Your objective: Select and copy out every line in the records containing "rows".

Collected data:

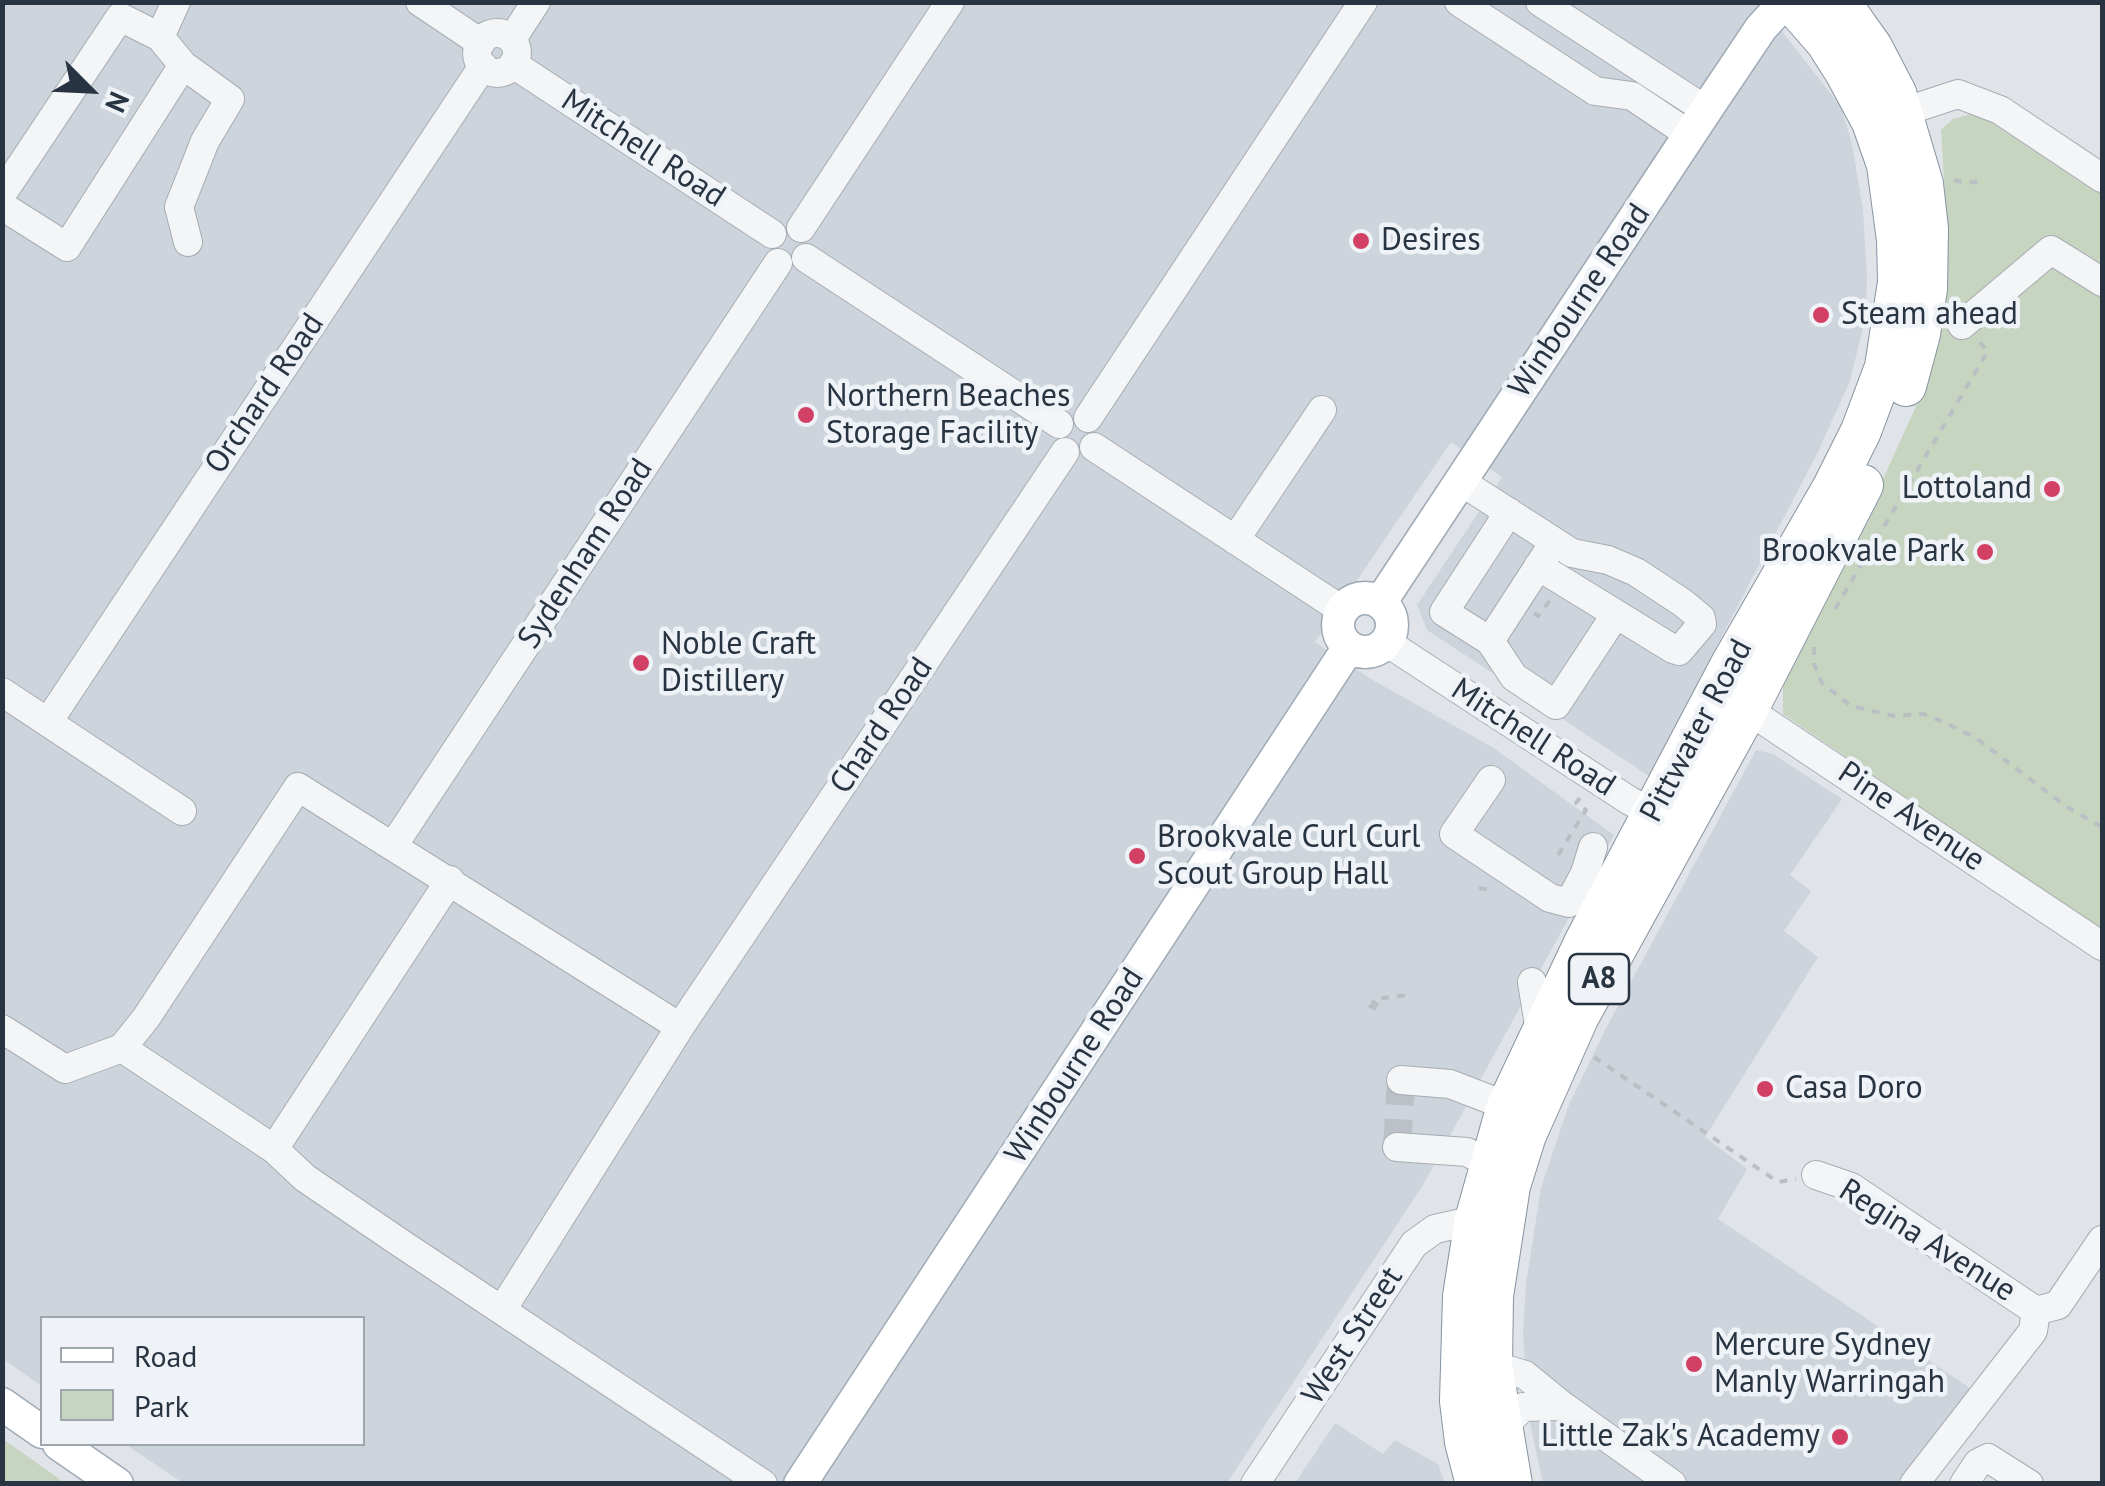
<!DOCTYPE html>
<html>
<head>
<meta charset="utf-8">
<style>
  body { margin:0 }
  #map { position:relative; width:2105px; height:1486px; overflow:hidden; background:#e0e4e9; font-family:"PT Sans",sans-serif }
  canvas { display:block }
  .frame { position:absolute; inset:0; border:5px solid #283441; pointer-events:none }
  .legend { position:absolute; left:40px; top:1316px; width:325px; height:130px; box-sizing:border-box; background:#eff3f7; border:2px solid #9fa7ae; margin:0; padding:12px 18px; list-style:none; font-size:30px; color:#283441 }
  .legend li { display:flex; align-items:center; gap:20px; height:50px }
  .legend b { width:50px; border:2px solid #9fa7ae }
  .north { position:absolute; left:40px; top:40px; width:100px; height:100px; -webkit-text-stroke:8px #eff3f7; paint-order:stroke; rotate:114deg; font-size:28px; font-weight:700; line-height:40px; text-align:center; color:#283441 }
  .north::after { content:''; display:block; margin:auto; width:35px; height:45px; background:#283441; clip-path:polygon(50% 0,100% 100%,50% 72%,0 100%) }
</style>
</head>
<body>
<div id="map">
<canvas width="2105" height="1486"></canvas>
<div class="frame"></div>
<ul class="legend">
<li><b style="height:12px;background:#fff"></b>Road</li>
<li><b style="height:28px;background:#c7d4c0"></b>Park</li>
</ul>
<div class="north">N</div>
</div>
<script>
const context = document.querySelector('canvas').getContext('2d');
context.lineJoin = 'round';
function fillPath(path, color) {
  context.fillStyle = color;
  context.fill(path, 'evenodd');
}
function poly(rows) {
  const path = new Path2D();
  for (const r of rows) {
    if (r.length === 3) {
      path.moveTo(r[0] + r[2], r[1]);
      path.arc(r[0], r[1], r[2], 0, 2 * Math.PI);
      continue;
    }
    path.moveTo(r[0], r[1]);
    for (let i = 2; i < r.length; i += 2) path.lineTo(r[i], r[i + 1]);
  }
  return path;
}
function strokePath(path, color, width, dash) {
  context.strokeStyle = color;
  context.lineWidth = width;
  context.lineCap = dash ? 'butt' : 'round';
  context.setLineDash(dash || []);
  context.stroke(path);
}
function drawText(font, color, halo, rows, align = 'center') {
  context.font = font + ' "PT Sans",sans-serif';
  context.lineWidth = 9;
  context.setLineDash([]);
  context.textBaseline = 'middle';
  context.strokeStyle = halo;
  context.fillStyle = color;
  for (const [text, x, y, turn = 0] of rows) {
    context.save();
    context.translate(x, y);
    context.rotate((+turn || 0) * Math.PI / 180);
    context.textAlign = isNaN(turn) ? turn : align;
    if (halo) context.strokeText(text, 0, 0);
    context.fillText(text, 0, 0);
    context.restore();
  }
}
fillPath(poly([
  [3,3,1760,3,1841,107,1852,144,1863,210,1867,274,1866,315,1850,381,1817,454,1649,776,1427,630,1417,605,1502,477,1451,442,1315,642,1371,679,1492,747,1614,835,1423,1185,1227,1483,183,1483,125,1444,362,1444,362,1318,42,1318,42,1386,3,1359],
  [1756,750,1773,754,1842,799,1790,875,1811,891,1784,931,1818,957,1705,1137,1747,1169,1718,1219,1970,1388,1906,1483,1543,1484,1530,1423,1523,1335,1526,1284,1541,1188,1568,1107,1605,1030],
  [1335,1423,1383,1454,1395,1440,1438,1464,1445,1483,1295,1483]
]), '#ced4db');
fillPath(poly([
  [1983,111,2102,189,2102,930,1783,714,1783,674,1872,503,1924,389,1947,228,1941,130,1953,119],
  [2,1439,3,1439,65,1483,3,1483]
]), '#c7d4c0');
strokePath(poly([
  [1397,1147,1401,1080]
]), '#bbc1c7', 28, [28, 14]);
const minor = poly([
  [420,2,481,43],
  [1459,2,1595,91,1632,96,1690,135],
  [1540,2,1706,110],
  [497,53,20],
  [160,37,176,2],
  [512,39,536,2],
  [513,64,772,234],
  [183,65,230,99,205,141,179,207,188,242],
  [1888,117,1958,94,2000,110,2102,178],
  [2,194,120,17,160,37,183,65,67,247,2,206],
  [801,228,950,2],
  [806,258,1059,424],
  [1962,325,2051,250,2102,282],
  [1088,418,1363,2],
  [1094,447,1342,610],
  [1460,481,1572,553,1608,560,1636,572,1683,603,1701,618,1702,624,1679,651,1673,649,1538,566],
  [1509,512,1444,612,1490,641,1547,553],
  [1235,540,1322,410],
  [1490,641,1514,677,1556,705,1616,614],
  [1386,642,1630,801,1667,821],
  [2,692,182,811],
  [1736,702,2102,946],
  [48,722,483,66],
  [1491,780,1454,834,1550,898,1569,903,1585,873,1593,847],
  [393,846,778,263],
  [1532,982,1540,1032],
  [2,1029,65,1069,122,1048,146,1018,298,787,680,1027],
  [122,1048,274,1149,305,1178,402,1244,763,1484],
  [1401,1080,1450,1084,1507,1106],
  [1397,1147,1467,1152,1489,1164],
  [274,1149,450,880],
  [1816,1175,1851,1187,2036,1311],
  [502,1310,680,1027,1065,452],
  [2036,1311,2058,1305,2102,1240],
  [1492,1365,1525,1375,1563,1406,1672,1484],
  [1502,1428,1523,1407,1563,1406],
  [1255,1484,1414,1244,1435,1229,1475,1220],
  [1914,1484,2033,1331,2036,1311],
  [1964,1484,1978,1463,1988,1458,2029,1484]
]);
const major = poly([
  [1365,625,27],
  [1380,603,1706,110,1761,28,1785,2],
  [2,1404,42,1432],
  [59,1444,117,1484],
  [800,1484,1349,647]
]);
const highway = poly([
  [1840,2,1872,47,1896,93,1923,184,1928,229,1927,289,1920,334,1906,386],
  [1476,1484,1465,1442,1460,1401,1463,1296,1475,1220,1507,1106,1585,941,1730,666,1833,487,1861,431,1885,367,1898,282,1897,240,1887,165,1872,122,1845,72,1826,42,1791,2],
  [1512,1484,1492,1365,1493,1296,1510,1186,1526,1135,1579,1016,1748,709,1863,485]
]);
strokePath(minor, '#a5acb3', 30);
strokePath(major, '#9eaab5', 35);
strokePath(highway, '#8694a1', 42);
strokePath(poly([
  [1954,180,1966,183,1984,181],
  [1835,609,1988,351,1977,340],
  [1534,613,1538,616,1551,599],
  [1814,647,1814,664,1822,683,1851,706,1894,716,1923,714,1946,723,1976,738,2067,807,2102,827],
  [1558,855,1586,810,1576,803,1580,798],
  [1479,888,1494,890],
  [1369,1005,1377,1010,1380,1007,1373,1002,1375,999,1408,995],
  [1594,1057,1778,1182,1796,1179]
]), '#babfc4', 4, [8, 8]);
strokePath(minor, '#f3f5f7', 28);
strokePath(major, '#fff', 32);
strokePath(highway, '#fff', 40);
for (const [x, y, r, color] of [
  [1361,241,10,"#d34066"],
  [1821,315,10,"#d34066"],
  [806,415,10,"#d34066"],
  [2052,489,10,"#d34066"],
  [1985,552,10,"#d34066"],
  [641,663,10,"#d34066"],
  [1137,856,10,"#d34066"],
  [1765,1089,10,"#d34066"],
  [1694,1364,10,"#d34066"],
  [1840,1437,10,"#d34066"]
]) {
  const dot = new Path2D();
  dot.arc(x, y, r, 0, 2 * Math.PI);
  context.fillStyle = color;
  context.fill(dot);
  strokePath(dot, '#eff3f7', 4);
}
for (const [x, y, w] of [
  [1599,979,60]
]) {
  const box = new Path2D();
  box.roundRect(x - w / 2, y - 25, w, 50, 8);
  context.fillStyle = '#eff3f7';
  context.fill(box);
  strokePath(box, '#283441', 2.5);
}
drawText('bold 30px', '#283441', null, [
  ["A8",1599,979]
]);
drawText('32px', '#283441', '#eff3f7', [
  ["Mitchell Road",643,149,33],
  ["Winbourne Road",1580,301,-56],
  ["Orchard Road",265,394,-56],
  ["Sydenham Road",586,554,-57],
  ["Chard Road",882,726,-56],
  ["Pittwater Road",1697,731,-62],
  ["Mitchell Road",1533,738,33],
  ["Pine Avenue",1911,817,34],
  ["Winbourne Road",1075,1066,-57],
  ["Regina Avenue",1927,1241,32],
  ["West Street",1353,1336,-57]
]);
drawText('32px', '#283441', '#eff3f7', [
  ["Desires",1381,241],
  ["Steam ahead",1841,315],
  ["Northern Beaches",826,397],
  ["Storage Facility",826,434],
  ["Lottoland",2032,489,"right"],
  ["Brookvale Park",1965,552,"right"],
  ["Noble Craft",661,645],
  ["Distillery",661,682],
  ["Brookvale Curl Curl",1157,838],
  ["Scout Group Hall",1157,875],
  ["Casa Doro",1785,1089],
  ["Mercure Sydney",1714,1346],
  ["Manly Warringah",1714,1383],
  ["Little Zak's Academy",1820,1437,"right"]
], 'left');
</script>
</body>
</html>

Result of the task:
function poly(rows) {
  for (const r of rows) {
function drawText(font, color, halo, rows, align = 'center') {
  for (const [text, x, y, turn = 0] of rows) {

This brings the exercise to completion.